To begin, define what is the eCommerce domain to be crawled and identify the best method to get your product data. We have 3 types of parsers or web scrapers. They are categorized according to the type of result they return.
- Search - these scrapers are designed to help you extract search results data from the different categories sources contain.
- The output is up to 100 product documents per page from the url added.
- An example of a category can be: Headphones, Wearable Technology, etc.
- Keyword - these scrapers are designed to help you extract results through a keyword search through the main search bar of a domain.
- The output is up to 100 product documents per page from the url added.
- Product - these scrapers are designed to help you extract details for a single product by using its url.
- The output is the corresponding product doc to the product url added.
URL Structure
- Use the following url to call on the “Add New Search Method” endpoint.
Example
- As a user, I want to find products with keyword “samsung tv” from amazon.com
- User inputs the following query into Add New Search Method endpoint:
Input:
Input | Method Types | Definition | Example |
---|---|---|---|
token | - | A unique identifier used to authenticate API access | ?token=123456789 |
method (only one can be used per Search Method) | PRODUCT_URL SEARCH_URL KEYWORD | Specific product url Category Page url General search term | &method=PRODUCT_URL &method=SEARCH_URL &method=KEYWORD |
domain | - | Website name (without www.) | &domain=amazon.com |
value | - | related to the method added | PRODUCT_URL: &value=amazon.com/iPhone-Pro-256GB-Sierra-Blue/dp/B0BGYFDQJX/ SEARCH_URL: &value=amazon.com/s?i=specialty-aps&bbn=16225007011 KEYWORD: &value=Iphone%206s |
Output:
Output | Definition | Example |
---|---|---|
status code and messages | Whether the search method was successfully added or there was an error. | {status: 200, messages: [ “Topic already exists” ]} |
method | The method ID assigned to the search method added. | method: 123 |
If you’re interested in learning more about our current HTTP status codes, see the corresponding section.
Step 2: Get Products Data
Overview
After a search method has been successfully added, use the “Get Product Data” endpoint in order to extract the products collected given the corresponding method.
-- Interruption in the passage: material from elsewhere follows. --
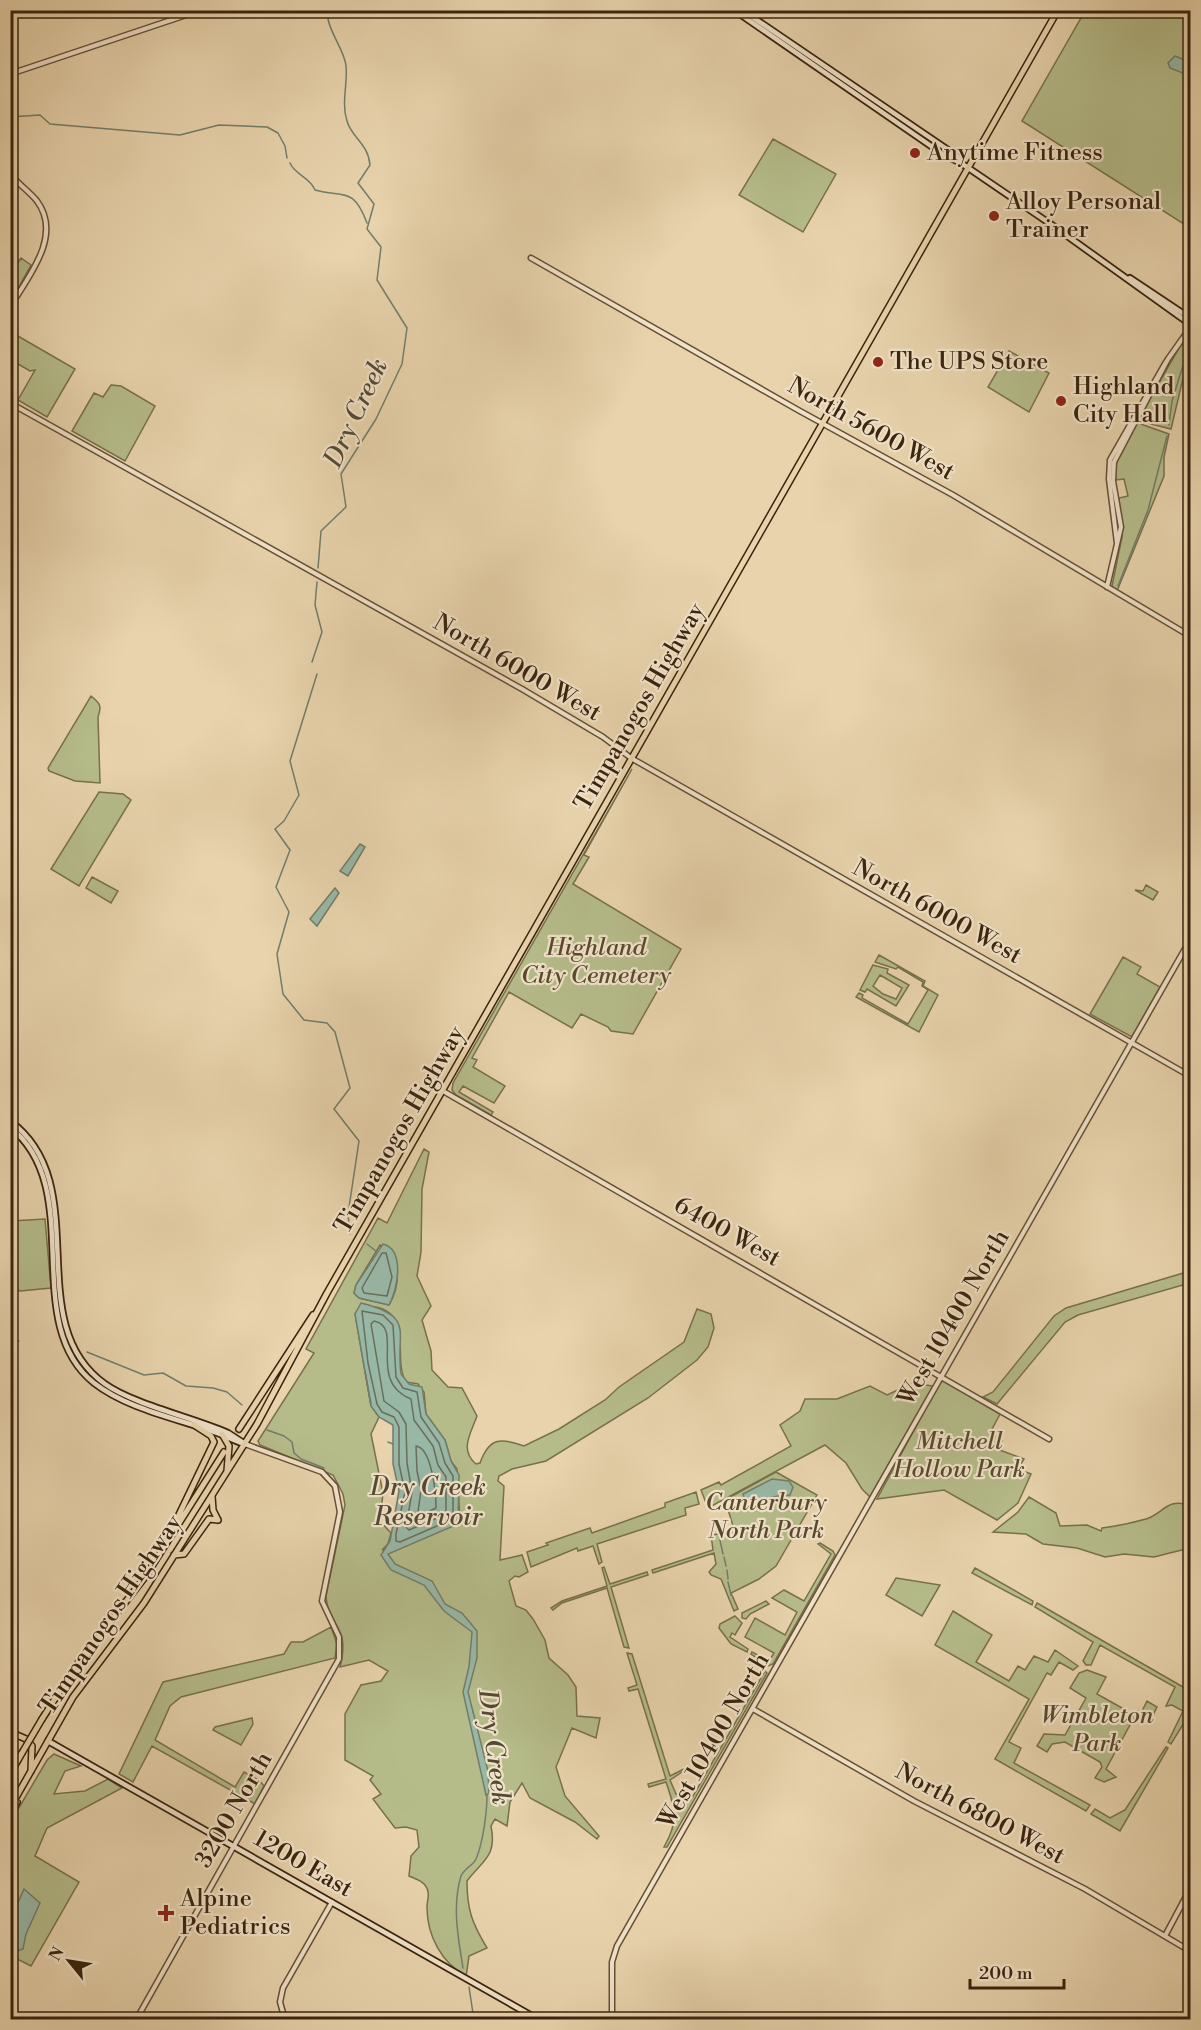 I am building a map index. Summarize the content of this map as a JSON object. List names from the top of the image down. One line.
{"streets":{"main road":["Timpanogos Highway","1200 East"],"street":["North 5600 West","North 6000 West","6400 West","West 10400 North","3200 North","North 6800 West"]},"crossings":[["North 5600 West","Timpanogos Highway"],["North 6000 West","Timpanogos Highway"],["North 6000 West","West 10400 North"],["Timpanogos Highway","6400 West"],["Timpanogos Highway","3200 North"],["Timpanogos Highway","1200 East"],["6400 West","West 10400 North"],["West 10400 North","North 6800 West"],["3200 North","1200 East"]],"water":["Dry Creek","Dry Creek Reservoir"],"parks":["Highland City Cemetery","Mitchell Hollow Park","Canterbury North Park","Wimbleton Park"],"places":{"other":["Anytime Fitness","Alloy Personal Trainer","The UPS Store","Highland City Hall"],"health":["Alpine Pediatrics"]},"scale_bar":"200 m","north":"top left"}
Here you will find product documents (structured and sorted data by products crawled). It’s important to remember that data may only be visible in the endpoint in up to 48 hours since the method was added. Updated product information data will only be available after product activation.
URL Structure:
- Use the following url to access the “Get Products Data” endpoint.
Example
- As a user I want to retrieve product documents from all search methods collecting data from amazon.com
- User inputs the following query into the Get product Data endpoint:
Input & Output
Input | Input Definition | Output | Example |
---|---|---|---|
token | A unique identifier used to authenticate API access | - | ?token=123456789 |
q | Query for what is desired to search - all product fields can be used for the search | Product Documents corresponding to query | &q=domain:amazon.com |
When no query is listed | All Product Documents that have been crawled | - |
Product Object:
Field Name | Description | Searchable | Type | Example |
---|---|---|---|---|
uuid | A unique ID representing the item | Yes | String | 18e5b30e542cf3a1fbb983e4572551490f07dc15 |
url | The link to the item | Yes | String | https://amazon.com/dp/B07Q45VKVF |
parent_url | The link corresponding to the search method | Yes | String | https://www.amazon.com/s?k=Sky Organics |
image_url | A link to the main or first image of the item | Yes | String | https://images-na.ssl-images-amazon.com/images/I/61Xv-uMM%2BXL._SL1024_.jpg |
name | The title of the item | No | String | Sky Organics USDA Organic Moroccan Argan Oil: Unrefined, 100% Pure, Cold-Pressed, Moisturizing & Healing, for Dry Skin, Sensitive Skin, Hair Conditioning, Cruelty Free, Vegan, 4 oz (Pack of 2) |
description | Product details and description | No | String | Contains: 2 x 4 oz. bottle of Organic Argan Oil by Sky Organics. 100% Pure and Cold-pressed Oil: Our Moroccan Argan Oil is free of synthetic ingredients, fragrance, alcohol, silicones, or fillers….. |
price | Original price of product | Yes | String | $28.35 |
sku | Manufacturer stock keeping unit id | Yes | String | B07Q45VKVF |
product_id | Product unique identifier | Yes | String | B07Q45VKVF |
review_count | The amount of reviews submitted on a product | Yes | Integer | 138 |
rating_count source specific field | The total number of customer ratings that a product has received | Yes | Integer | 138 |
aggregated_rating | Average rating of product as listed | Yes | Float | 4.2 |
brand_name | Brand of product listing | Yes | String | Sky Organics |
domain | Source name | Yes | String | amazon.com |
method | Search method id | Yes | String | 9189 |
methods | If in multiple methods | Yes | String | 9189 9187 |
reviews_retrieval | Activation for reviews (are reviews being retrieved) | Yes | Boolean | false |
historical_collection | Whether was classified to collect historical reviews, new reviews, or both. | No | Boolean | false |
crawled | Date data collected | Yes | Date Format: yyyy-MM-dd'T'HH:mm:ss.SSSXXX | 2020-05-21T17:21:27.226+03:00 |
updated | Date data was last updated | Yes | Date Format: yyyy-MM-dd'T'HH:mm:ss.SSSXXX | 2020-05-21T17:21:27.226+03:00 |
Step 3: Update Products (Review Activation)
Overview
This endpoint gives you the ability to manage which product documents (a specific uuid) you are interested in retrieving continuous new data on and extract reviews on. By setting the reviews_retrieval field to "true" (review collection activation), we will begin collecting all available historical reviews on the corresponding product or entity and then continue to collect reviews on an ongoing basis to bring the delta - or until classified otherwise. Additionally, activated products will also be re-crawled in parallel to update the product information fields which can be found in the getProducts endpoint. If historical reviews collection is not of your scope, please set the historical_collection field to "false" and by doing so, the product activated will only have new reviews collected. It’s important to remember that review data may take up to 48 hours to be collected.
URL Structure:
- Use the following url to access the “Update Products” endpoint.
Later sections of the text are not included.